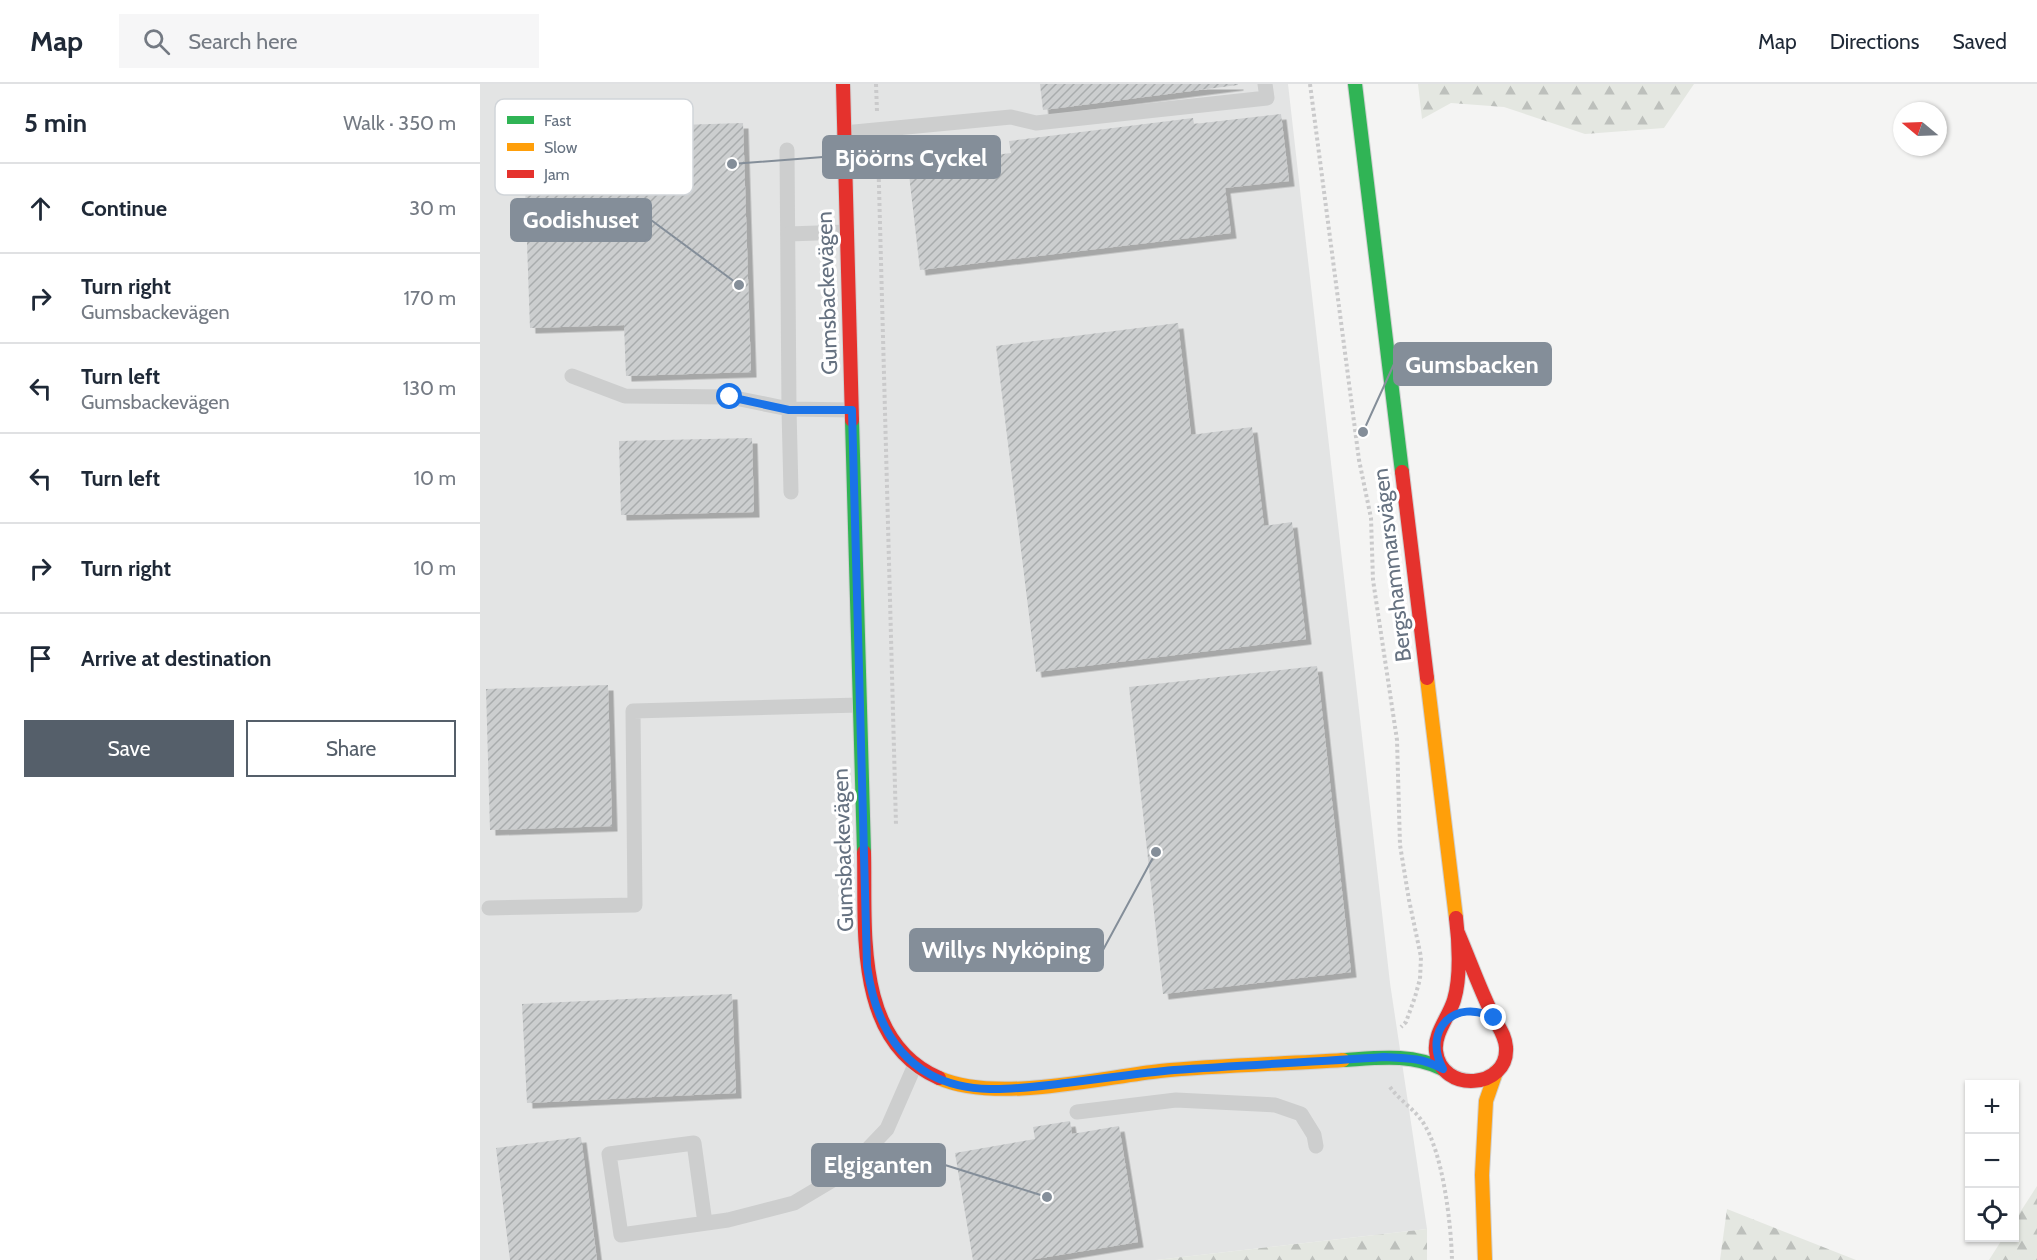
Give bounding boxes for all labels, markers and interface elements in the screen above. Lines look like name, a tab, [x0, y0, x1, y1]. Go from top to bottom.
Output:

==

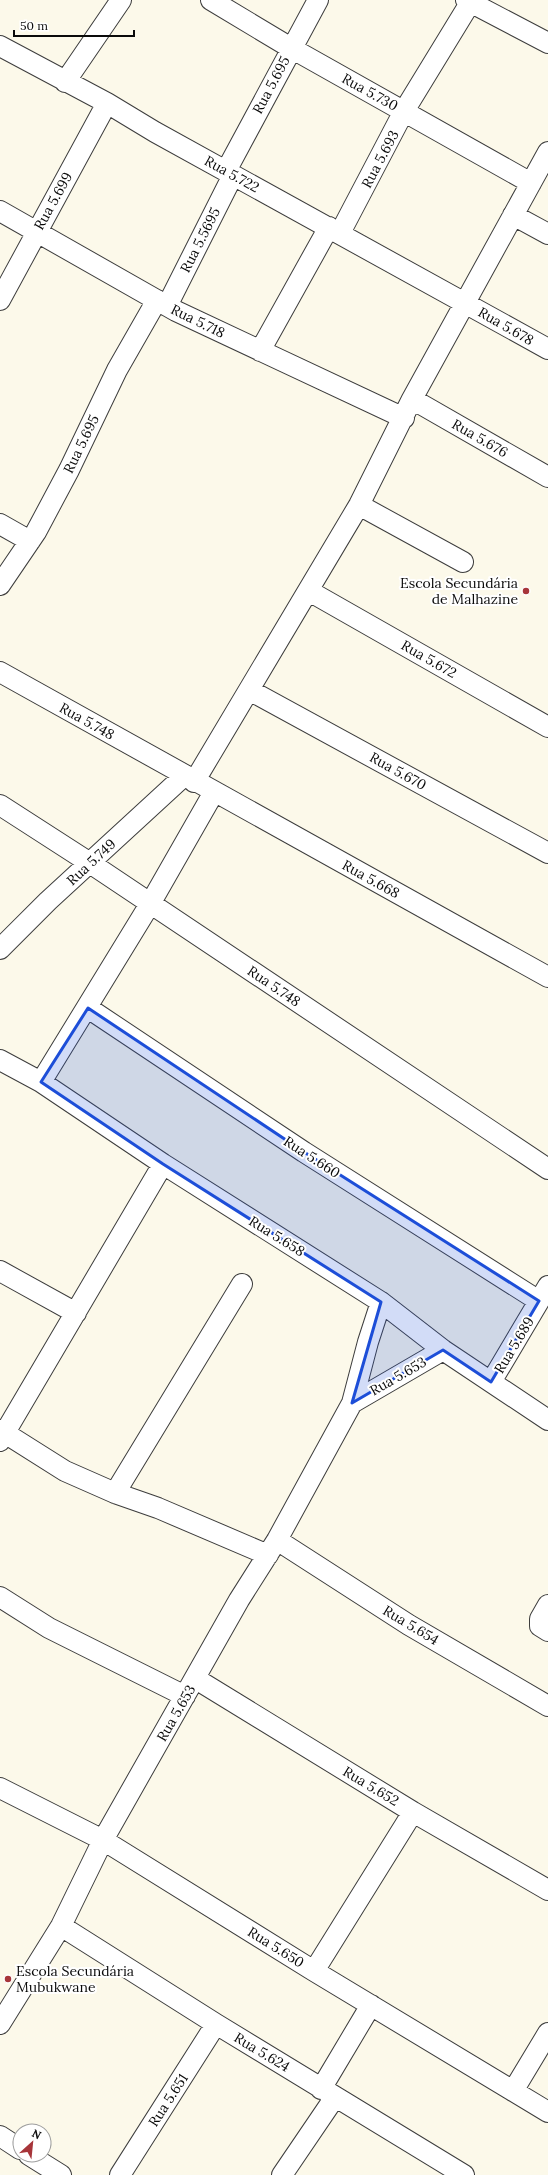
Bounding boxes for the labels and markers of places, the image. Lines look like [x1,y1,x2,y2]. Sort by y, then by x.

* * *

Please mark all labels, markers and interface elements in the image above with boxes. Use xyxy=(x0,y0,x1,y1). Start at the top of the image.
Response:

* Exercise *
Return, from the data, each line where the string "image" occurs.

* Written response *
Bounding boxes for the labels and markers of places, the image. Lines look like [x1,y1,x2,y2]. Sort by y, then by x.
Please mark all labels, markers and interface elements in the image above with boxes. Use xyxy=(x0,y0,x1,y1). Start at the top of the image.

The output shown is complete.